Construction event in the Middle East, Africa and South Asia

The Big 5 is the largest construction event in the Middle East, Africa and South Asia. It is held annually in Dubai in late November and attracts in excess of 67,000 construction professionals (audited by BPA Worldwide).

The Big 5 runs alongside six specialised events enabling industry professionals to source products for every stage of the construction projects: The Big 5 Heavy, Middle East Concrete, HVAC R Expo, Middle East Stone, The Big 5 Solar, and the Urban Design & Landscape Expo.

== History ==
The Big 5 has its origins in an event known as Arab Water and came about from an amalgamation of five separate product-focused events that all had a link to the construction sector - such as HVAC and building materials.
With the building of the Dubai World Trade Centre, which began to develop in the late 1970s, the event found a permanent home and has expanded in size along with the venue. When dmg events acquired the exhibition in 2000, the event covered some 12,000m²: this has risen to over 100,000m² in gross floor space.

Government support for the event has come from both international and local institutions. In 2007, the event was one of the first in the region to welcome a prime minister when the then Italian leader Romano Prodi visited the exhibition with his minister for international trade. In 2012, British prime minister David Cameron also visited the event in support of his nation's export businesses. The visits reflected both the value of bilateral trade with the UAE but also the rise in importance of the Persian Gulf region as a whole to European export manufacturers.
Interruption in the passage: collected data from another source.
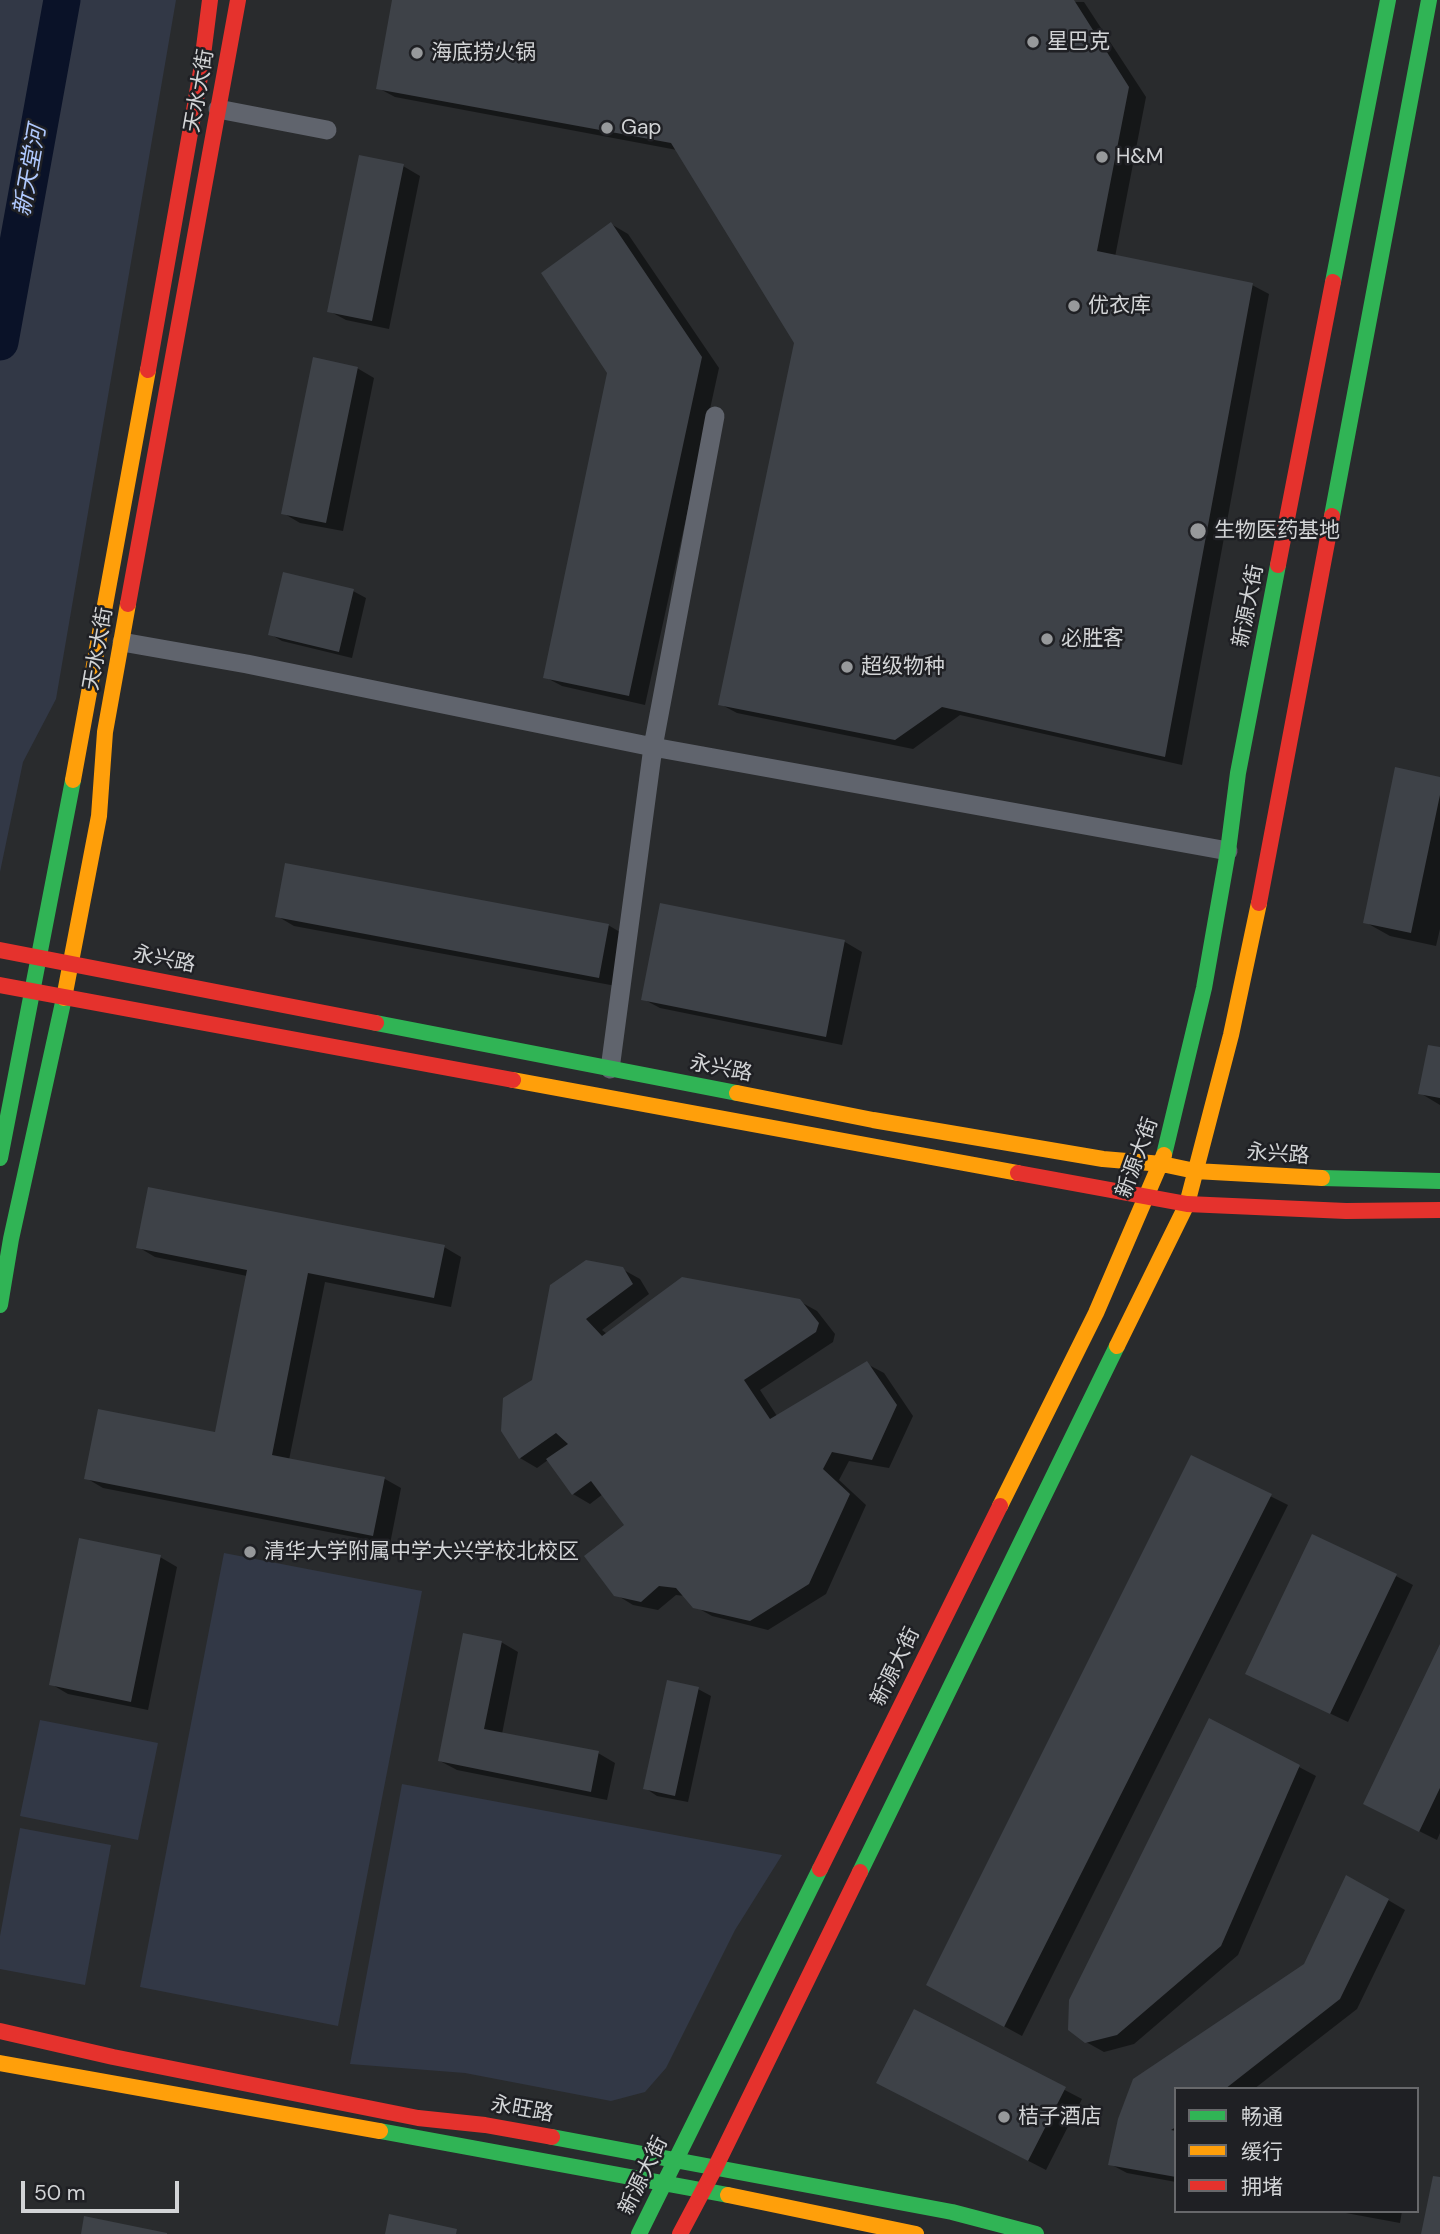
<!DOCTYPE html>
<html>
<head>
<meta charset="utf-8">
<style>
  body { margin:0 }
  #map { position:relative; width:1440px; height:2234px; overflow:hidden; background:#292b2d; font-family:"DM Sans","Noto Sans SC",sans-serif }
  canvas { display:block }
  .legend { position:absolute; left:1174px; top:2087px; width:245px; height:126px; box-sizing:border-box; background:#1f2024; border:2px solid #67686b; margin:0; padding:9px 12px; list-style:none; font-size:21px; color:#d2d4d6 }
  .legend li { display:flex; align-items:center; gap:14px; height:35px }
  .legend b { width:35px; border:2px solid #67686b }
  .scale { position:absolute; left:21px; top:2181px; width:158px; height:32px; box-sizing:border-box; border:4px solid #d2d4d6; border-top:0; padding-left:9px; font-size:21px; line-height:24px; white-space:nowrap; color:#d2d4d6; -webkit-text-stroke:5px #1f2024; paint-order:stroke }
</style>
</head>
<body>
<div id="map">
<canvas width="1440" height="2234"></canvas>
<ul class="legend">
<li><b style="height:9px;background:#30b455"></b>畅通</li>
<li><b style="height:9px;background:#ff9f0a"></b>缓行</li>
<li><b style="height:9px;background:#e5322d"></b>拥堵</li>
</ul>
<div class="scale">50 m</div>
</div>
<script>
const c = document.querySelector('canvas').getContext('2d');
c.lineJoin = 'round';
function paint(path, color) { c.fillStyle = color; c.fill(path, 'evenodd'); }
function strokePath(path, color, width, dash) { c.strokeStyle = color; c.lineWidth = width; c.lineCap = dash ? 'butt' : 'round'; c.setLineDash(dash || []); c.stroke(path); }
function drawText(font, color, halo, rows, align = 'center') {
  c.font = font + ' "DM Sans","Noto Sans SC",sans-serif'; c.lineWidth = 5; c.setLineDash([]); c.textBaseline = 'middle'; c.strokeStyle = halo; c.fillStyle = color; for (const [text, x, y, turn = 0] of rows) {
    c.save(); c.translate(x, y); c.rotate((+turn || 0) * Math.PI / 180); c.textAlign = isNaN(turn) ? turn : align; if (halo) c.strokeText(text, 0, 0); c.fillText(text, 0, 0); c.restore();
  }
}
paint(new Path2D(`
  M0 0H176L56 699 23 762 0 872Z
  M224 1553 422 1591 338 2026 140 1987Z
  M40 1720 158 1743 138 1840 20 1816Z
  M402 1784 782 1855 735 1930 666 2068 645 2092 611 2101 465 2073 350 2064Z
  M20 1828 111 1845 85 1985 0 1969V1936Z`), '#323846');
paint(new Path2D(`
  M394 0 1084 2 1146 97 1115 257 1252 285 1269 294 1182 765 960 715 913 749 737 713 720 704 795 343 677 150 395 97 378 88Z
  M403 166 420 176 389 329 346 320 329 311Z
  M611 224 628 234 719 368 645 705 562 686 545 677 609 373Z
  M357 368 374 378 343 531 300 523 283 513Z
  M353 591 366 598 352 658 282 641 270 634Z
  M1440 778V929L1436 946 1390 936 1365 922Z
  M662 905 845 942 862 952 842 1045 660 1008 643 999Z
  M277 916 608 925 625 935 616 986 294 926Z
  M1440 1049V1105L1420 1093Z
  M138 1247H444L461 1257 451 1307 325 1282 289 1460 385 1479 401 1488 390 1544 103 1488 86 1478 216 1434 247 1276 155 1257Z
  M622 1269 640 1279 649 1294 602 1330 607 1334 799 1301 817 1311 835 1334 833 1342 760 1390 777 1416 867 1364 884 1373 913 1416 889 1468 849 1461 839 1480 866 1505 826 1594 768 1630 712 1616 694 1606 685 1596 676 1595 658 1610 633 1605 615 1594 626 1526 603 1494 590 1504 573 1494 548 1460 537 1468 520 1458 533 1381Z
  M1192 1457 1288 1505 1022 2036 945 1994Z
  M160 1557 177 1567 148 1710 68 1694 51 1684Z
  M1396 1576 1413 1585 1348 1722 1264 1682Z
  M501 1642 518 1652 502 1734 598 1753 615 1763 607 1800 457 1770 440 1761Z
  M1440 1648V1833L1437 1840 1365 1804Z
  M698 1689 711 1696 688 1802 657 1796 645 1788Z
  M1299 1767 1316 1776 1238 1955 1134 2044 1104 2052 1086 2042Z
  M1388 1900 1405 1910 1357 2009 1254 2089H1176V2182L1127 2173 1110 2164 1120 2119 1305 1965Z
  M915 2012 1082 2099 1046 2170 895 2092Z
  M1335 2211H1402L1400 2223Z`), '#0007');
strokePath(new Path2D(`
  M0 342 62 0`), '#0a1228', 37);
paint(new Path2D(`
  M392 0H1074L1129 87 1097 251 1253 283 1165 757 942 707 895 740 718 705 794 343 671 143 376 89Z
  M359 155 404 164 372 321 327 312Z
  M611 222 702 357 629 696 543 678 607 373 541 273Z
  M313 357 358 367 326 523 281 514Z
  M283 572 354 589 339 652 268 635Z
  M1395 767 1440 777V795L1411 933 1363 923Z
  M285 863 609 924 599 978 275 917Z
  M660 903 845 940 826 1037 641 1000Z
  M1428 1045 1440 1047V1098L1418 1094Z
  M148 1187 445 1245 434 1298 308 1273 272 1455 385 1477 373 1536 84 1479 98 1409 215 1432 247 1270 136 1248Z
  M586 1260 623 1267 633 1284 586 1319 602 1336 682 1277 800 1299 819 1323 816 1332 744 1380 770 1419 867 1361 897 1405 872 1460 832 1452 823 1469 850 1494 809 1584 750 1621 693 1608 676 1588 659 1586 641 1602 614 1596 584 1556 624 1525 591 1481 572 1495 546 1459 568 1444 556 1433 519 1459 501 1431 503 1398 532 1380 550 1285Z
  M1191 1455 1272 1494 1004 2027 926 1985Z
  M1312 1534 1397 1574 1330 1714 1245 1674Z
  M79 1538 161 1555 131 1702 49 1685Z
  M463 1633 502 1641 484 1729 599 1751 591 1792 438 1761Z
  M1440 1644V1788L1419 1832 1363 1804Z
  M667 1680 699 1687 675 1796 643 1789Z
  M1209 1718 1300 1765 1221 1946 1117 2035 1085 2043 1068 2030 1069 2000Z
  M1346 1875 1389 1899 1340 1999 1225 2089H1176V2127L1171 2130 1176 2131V2177L1108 2165 1118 2119 1133 2079 1304 1964Z
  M914 2009 1066 2087 1028 2161 876 2083Z
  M1433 2176 1440 2177V2234H1421Z
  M389 2214 457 2229 456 2234H385Z
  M84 2216 167 2233V2234H81Z`), '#3e4248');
strokePath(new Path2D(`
  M218 109 327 130
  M122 642 247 664 653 747 1228 851
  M610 1069 653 747 715 416`), '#60646d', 19);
strokePath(new Path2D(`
  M1333 282 1388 0
  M1332 516 1429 0
  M376 1023 737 1093
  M1164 1155 1204 988 1228 851 1238 773 1278 565
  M0 1158 73 780
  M1322 1178 1440 1181
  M0 1305 11 1239 64 998
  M860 1872 1117 1346
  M380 2131 728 2195
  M552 2137 952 2212 1036 2234
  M639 2234 820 1869`), '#30b455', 16);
strokePath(new Path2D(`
  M73 780 148 370
  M64 998 99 816 105 732 128 604
  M513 1080 1018 1173
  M737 1093 873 1120 1103 1159 1162 1164 1195 1171 1322 1178
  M1117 1346 1187 1204 1231 1035 1259 903
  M1000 1506 1096 1313 1164 1155
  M0 2063 380 2131
  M728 2195 916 2234`), '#ff9f0a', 16);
strokePath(new Path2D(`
  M148 370 201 71 210 0
  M1278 565 1333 282
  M128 604 238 0
  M1259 903 1332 516
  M0 950 376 1023
  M0 985 513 1080
  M1018 1173 1187 1204 1346 1211 1440 1210
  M820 1869 1000 1506
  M0 2031 113 2057 418 2118 485 2125 552 2137
  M680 2234 715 2168 860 1872`), '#e5322d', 16);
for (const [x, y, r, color] of [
  [1033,42,7,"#97999b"],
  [417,53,7,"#97999b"],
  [607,128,7,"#97999b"],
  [1102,157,7,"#97999b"],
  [1074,306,7,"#97999b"],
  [1198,531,9,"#97999b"],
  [1047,639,7,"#97999b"],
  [847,667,7,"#97999b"],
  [250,1552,7,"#97999b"],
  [1004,2117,7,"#97999b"]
]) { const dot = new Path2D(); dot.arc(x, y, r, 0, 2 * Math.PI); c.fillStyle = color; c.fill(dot); strokePath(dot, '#1f2024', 2.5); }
drawText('21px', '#d2d4d6', '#1f2024', [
  ["星巴克",1047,42],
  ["海底捞火锅",431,53],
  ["Gap",621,128],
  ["H&M",1116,157],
  ["优衣库",1088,306],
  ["生物医药基地",1214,531],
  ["必胜客",1061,639],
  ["超级物种",861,667],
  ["清华大学附属中学大兴学校北校区",264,1552],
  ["桔子酒店",1018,2117]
], 'left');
drawText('21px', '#d2d4d6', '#1f2024', [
  ["天水大街",200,91,-80],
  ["新源大街",1249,606,-79],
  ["天水大街",99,649,-80],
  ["永兴路",164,960,11],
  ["永兴路",721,1069,11],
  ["永兴路",1278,1155,4],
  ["新源大街",1138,1158,-70],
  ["新源大街",896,1667,-64],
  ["永旺路",522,2110,10],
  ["新源大街",644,2176,-64]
]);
drawText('italic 23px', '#b0c9fe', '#1f2024', [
  ["新天堂河",31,171,-80]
]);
</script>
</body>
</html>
== Educational events and special features ==

Since 2010 there has been an increasing emphasis on education within the events - in the form of conferences, seminars and workshops - to support continued professional development among audiences. The educational programmes are presented by a wide selection of the industry's architects, consultants, contractors and sub-contractors who volunteer their time and expertise to further the development of the construction sector. These free education components also include certification, overseen by the UK-based CPD Certification Service, so attendance can contribute to a person's membership standing in organisations such as RICS or the CIOB.

In 2018, The Big 5 launched the Women in Construction Forum & Awards initiative, aimed at promoting diversity and inclusion in the workplace in the construction industry. Also worth mentioning is the Start-up City feature dedicated to startups with a viable product for the construction industry.